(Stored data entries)

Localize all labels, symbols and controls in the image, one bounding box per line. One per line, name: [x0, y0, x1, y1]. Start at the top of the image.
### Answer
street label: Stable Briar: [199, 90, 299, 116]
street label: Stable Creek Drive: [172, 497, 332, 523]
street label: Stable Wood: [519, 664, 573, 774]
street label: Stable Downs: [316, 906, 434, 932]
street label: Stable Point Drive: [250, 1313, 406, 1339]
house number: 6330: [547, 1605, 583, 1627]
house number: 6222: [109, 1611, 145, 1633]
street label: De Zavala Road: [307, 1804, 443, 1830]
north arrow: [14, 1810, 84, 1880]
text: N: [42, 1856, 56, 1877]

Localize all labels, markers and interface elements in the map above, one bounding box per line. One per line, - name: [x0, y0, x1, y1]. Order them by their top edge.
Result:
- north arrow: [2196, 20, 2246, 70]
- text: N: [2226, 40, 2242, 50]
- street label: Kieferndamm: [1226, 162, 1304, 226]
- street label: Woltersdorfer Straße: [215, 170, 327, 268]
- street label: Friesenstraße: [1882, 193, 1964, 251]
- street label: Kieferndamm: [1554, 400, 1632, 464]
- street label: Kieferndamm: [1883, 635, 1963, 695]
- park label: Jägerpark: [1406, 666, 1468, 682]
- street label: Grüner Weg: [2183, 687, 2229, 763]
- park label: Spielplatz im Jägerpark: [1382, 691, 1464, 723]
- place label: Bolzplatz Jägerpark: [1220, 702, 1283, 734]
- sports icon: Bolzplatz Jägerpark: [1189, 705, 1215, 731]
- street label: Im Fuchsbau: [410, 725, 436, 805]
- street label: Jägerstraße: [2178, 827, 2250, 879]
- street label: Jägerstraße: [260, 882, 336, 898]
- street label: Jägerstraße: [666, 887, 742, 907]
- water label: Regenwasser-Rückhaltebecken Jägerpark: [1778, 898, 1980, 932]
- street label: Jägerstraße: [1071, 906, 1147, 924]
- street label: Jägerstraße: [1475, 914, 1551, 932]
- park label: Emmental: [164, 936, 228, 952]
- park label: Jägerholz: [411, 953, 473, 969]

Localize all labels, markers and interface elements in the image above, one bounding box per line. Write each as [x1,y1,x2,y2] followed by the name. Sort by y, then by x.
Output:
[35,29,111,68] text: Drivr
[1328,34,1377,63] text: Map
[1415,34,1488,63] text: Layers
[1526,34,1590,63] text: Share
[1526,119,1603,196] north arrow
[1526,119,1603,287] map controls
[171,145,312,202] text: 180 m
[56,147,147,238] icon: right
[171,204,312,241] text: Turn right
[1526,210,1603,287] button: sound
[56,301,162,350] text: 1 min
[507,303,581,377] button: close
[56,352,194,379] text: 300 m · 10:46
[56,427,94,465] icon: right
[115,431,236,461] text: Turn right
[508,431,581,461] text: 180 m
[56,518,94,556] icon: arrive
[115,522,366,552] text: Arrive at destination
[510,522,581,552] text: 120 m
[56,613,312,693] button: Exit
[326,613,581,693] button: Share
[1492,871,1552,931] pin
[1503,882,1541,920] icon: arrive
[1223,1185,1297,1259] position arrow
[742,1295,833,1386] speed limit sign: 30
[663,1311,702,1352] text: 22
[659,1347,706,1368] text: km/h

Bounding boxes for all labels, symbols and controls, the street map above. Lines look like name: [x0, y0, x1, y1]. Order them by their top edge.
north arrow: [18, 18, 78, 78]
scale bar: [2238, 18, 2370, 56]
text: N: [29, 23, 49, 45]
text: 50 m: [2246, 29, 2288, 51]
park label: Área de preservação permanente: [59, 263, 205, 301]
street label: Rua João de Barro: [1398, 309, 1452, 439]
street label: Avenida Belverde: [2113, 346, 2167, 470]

→ **What you are asked to do**: For the word "interface", state how many lines of the entries contain it, with nothing else.

→ **Your response**: 2